* **TASK TO COMPLETE**: Only the lines from the one containing "border:8px solid #32281c;" through the one containing "ctx.save();" should be printed, exactly as they appear below, with both ends included.

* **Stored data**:
--- --- ---
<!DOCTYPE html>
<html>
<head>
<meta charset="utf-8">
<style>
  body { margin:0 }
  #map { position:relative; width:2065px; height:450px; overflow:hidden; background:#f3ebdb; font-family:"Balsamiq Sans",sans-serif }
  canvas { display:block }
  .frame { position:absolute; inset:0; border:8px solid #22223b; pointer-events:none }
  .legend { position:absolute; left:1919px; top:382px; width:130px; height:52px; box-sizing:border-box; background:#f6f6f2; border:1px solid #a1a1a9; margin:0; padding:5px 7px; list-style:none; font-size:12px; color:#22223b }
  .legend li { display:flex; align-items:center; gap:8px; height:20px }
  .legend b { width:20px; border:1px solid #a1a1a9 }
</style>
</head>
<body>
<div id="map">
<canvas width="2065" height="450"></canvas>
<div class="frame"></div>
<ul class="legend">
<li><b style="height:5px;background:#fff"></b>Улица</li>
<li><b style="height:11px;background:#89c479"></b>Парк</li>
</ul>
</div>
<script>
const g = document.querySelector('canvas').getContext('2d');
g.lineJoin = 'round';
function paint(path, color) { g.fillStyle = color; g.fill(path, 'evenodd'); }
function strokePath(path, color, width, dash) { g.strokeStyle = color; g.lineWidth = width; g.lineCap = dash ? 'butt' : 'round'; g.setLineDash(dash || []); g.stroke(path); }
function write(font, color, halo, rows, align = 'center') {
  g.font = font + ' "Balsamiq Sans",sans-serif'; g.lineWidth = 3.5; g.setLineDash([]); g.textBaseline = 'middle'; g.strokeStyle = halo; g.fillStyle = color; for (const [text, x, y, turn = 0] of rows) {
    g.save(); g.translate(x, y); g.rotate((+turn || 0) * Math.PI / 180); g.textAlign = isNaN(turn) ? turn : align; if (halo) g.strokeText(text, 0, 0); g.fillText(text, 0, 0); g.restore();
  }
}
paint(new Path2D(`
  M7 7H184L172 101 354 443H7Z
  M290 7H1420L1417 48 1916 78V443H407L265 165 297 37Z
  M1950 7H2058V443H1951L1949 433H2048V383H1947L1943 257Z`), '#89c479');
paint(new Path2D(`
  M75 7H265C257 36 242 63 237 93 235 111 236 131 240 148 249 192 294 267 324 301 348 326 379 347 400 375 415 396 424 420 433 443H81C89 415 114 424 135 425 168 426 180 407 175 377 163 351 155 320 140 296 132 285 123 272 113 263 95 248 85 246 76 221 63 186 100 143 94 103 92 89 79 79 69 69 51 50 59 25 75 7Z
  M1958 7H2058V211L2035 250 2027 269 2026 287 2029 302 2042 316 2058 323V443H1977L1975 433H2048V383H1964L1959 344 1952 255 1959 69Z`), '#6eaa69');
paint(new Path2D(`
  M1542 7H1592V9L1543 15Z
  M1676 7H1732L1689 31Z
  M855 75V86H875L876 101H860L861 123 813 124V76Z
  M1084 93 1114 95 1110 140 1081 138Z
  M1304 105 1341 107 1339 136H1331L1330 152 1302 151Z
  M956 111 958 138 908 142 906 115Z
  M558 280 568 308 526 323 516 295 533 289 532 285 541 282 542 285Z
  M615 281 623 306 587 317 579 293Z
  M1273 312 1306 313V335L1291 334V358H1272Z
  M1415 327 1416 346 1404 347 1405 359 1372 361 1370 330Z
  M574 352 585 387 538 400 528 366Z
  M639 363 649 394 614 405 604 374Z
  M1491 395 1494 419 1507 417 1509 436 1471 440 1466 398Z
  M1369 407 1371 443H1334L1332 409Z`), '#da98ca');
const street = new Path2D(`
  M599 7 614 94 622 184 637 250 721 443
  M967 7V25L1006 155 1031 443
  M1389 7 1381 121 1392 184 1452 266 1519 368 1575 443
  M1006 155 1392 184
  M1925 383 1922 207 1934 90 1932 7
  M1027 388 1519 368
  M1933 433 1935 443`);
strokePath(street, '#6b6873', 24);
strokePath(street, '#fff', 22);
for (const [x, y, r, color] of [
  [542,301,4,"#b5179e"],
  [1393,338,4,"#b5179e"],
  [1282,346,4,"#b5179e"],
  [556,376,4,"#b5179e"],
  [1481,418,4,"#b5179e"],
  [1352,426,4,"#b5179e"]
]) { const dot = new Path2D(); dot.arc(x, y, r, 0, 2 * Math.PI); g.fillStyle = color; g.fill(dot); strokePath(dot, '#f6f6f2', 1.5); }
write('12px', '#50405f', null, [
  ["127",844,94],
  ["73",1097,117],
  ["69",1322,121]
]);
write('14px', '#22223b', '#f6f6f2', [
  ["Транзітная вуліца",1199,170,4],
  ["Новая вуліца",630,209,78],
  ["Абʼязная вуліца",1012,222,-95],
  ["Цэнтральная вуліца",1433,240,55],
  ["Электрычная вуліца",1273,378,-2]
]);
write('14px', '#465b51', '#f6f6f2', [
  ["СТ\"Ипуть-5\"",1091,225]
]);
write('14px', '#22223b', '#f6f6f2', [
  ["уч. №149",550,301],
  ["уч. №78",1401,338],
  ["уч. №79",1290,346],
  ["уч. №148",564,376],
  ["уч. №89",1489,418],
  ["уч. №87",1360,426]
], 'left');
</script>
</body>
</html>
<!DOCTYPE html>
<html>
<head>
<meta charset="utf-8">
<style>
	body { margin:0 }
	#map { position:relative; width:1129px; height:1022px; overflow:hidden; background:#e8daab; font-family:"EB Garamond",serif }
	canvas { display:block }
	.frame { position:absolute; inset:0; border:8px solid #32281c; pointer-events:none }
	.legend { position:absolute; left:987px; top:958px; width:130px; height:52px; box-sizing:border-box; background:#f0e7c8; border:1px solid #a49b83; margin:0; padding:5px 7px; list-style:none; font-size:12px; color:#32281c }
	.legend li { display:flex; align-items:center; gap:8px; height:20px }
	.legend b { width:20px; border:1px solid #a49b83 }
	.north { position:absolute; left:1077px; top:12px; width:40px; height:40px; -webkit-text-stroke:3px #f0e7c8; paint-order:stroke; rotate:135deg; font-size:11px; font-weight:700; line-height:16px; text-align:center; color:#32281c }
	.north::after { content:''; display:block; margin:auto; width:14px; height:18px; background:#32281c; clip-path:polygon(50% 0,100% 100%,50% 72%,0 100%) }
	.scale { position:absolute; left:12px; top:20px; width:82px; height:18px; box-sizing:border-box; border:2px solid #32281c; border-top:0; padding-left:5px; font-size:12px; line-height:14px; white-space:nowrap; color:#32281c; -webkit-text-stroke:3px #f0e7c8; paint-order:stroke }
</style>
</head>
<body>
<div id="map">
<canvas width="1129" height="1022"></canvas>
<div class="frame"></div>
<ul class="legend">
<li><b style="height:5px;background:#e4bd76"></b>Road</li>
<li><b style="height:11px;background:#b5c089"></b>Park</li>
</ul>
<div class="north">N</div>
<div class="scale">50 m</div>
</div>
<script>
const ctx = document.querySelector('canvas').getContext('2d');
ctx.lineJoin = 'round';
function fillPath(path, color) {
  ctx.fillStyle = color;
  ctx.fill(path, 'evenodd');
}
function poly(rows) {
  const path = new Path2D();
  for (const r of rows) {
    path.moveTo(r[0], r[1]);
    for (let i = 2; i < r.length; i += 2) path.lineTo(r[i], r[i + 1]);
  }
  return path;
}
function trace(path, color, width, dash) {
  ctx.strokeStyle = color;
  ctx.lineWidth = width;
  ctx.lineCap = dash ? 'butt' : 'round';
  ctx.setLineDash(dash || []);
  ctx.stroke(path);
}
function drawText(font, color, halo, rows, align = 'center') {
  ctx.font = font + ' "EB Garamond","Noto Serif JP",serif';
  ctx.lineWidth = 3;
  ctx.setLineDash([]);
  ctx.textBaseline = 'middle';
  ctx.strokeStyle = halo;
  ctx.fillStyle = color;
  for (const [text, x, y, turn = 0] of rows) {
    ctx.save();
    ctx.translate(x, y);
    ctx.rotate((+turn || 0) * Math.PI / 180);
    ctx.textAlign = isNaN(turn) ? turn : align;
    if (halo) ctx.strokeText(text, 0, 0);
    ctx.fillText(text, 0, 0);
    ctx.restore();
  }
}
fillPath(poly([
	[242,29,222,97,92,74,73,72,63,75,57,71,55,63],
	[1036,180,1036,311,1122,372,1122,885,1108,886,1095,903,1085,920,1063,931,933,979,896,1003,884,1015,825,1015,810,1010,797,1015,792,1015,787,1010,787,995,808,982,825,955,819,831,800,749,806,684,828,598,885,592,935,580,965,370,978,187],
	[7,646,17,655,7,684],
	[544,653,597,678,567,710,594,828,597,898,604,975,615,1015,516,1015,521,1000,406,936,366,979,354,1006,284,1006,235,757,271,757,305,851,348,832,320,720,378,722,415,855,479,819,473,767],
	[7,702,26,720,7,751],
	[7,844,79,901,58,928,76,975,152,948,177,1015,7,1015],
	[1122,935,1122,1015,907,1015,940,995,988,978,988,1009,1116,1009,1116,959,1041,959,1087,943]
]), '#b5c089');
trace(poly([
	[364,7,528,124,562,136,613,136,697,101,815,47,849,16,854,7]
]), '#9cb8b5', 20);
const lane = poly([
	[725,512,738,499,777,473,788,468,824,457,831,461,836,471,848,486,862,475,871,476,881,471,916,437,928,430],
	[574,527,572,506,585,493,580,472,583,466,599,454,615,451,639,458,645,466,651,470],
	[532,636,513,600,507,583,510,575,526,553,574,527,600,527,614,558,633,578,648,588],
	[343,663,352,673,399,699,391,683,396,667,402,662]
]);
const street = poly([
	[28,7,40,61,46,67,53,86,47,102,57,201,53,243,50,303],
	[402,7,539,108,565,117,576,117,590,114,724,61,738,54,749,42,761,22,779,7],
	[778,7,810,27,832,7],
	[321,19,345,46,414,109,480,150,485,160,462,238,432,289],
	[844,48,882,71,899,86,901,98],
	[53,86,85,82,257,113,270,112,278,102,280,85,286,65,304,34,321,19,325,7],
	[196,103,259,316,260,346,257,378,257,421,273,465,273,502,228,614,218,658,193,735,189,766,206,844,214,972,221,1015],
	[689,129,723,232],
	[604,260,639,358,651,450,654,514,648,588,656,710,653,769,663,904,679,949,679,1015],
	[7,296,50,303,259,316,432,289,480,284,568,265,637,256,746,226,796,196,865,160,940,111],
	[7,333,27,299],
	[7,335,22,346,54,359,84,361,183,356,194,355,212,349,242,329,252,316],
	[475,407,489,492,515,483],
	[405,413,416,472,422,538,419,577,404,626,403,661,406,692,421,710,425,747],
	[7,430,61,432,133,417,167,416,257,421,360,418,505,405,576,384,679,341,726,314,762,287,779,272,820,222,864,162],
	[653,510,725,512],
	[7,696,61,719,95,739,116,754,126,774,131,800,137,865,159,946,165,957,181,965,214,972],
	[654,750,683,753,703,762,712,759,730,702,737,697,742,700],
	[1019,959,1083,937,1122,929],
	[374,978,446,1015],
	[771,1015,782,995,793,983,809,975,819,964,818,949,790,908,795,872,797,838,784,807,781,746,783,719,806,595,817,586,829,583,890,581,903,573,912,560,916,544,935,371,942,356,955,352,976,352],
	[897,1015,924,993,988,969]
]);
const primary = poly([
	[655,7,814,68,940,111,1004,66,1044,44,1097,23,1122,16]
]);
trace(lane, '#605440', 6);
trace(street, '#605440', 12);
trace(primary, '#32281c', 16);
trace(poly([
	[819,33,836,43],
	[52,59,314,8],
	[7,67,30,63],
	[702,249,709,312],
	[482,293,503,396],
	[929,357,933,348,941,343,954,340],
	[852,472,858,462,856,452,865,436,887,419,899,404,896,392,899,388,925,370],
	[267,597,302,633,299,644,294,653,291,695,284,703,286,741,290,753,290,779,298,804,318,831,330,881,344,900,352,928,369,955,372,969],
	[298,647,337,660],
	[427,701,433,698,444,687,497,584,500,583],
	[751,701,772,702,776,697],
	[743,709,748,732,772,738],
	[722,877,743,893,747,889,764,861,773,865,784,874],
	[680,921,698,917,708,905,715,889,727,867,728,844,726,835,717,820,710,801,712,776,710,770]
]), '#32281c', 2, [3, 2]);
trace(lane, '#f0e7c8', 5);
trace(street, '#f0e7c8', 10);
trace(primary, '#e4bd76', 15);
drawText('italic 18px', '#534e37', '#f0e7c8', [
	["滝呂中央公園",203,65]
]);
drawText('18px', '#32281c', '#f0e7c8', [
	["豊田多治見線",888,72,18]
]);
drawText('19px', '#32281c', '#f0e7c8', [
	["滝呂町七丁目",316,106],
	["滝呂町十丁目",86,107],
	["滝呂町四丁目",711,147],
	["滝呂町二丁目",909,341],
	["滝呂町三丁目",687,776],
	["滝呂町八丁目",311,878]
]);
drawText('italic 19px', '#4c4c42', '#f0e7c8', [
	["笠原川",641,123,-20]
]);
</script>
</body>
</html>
--- --- ---
* **RESULT OF THE TASK**:
	.frame { position:absolute; inset:0; border:8px solid #32281c; pointer-events:none }
	.legend { position:absolute; left:987px; top:958px; width:130px; height:52px; box-sizing:border-box; background:#f0e7c8; border:1px solid #a49b83; margin:0; padding:5px 7px; list-style:none; font-size:12px; color:#32281c }
	.legend li { display:flex; align-items:center; gap:8px; height:20px }
	.legend b { width:20px; border:1px solid #a49b83 }
	.north { position:absolute; left:1077px; top:12px; width:40px; height:40px; -webkit-text-stroke:3px #f0e7c8; paint-order:stroke; rotate:135deg; font-size:11px; font-weight:700; line-height:16px; text-align:center; color:#32281c }
	.north::after { content:''; display:block; margin:auto; width:14px; height:18px; background:#32281c; clip-path:polygon(50% 0,100% 100%,50% 72%,0 100%) }
	.scale { position:absolute; left:12px; top:20px; width:82px; height:18px; box-sizing:border-box; border:2px solid #32281c; border-top:0; padding-left:5px; font-size:12px; line-height:14px; white-space:nowrap; color:#32281c; -webkit-text-stroke:3px #f0e7c8; paint-order:stroke }
</style>
</head>
<body>
<div id="map">
<canvas width="1129" height="1022"></canvas>
<div class="frame"></div>
<ul class="legend">
<li><b style="height:5px;background:#e4bd76"></b>Road</li>
<li><b style="height:11px;background:#b5c089"></b>Park</li>
</ul>
<div class="north">N</div>
<div class="scale">50 m</div>
</div>
<script>
const ctx = document.querySelector('canvas').getContext('2d');
ctx.lineJoin = 'round';
function fillPath(path, color) {
  ctx.fillStyle = color;
  ctx.fill(path, 'evenodd');
}
function poly(rows) {
  const path = new Path2D();
  for (const r of rows) {
    path.moveTo(r[0], r[1]);
    for (let i = 2; i < r.length; i += 2) path.lineTo(r[i], r[i + 1]);
  }
  return path;
}
function trace(path, color, width, dash) {
  ctx.strokeStyle = color;
  ctx.lineWidth = width;
  ctx.lineCap = dash ? 'butt' : 'round';
  ctx.setLineDash(dash || []);
  ctx.stroke(path);
}
function drawText(font, color, halo, rows, align = 'center') {
  ctx.font = font + ' "EB Garamond","Noto Serif JP",serif';
  ctx.lineWidth = 3;
  ctx.setLineDash([]);
  ctx.textBaseline = 'middle';
  ctx.strokeStyle = halo;
  ctx.fillStyle = color;
  for (const [text, x, y, turn = 0] of rows) {
    ctx.save();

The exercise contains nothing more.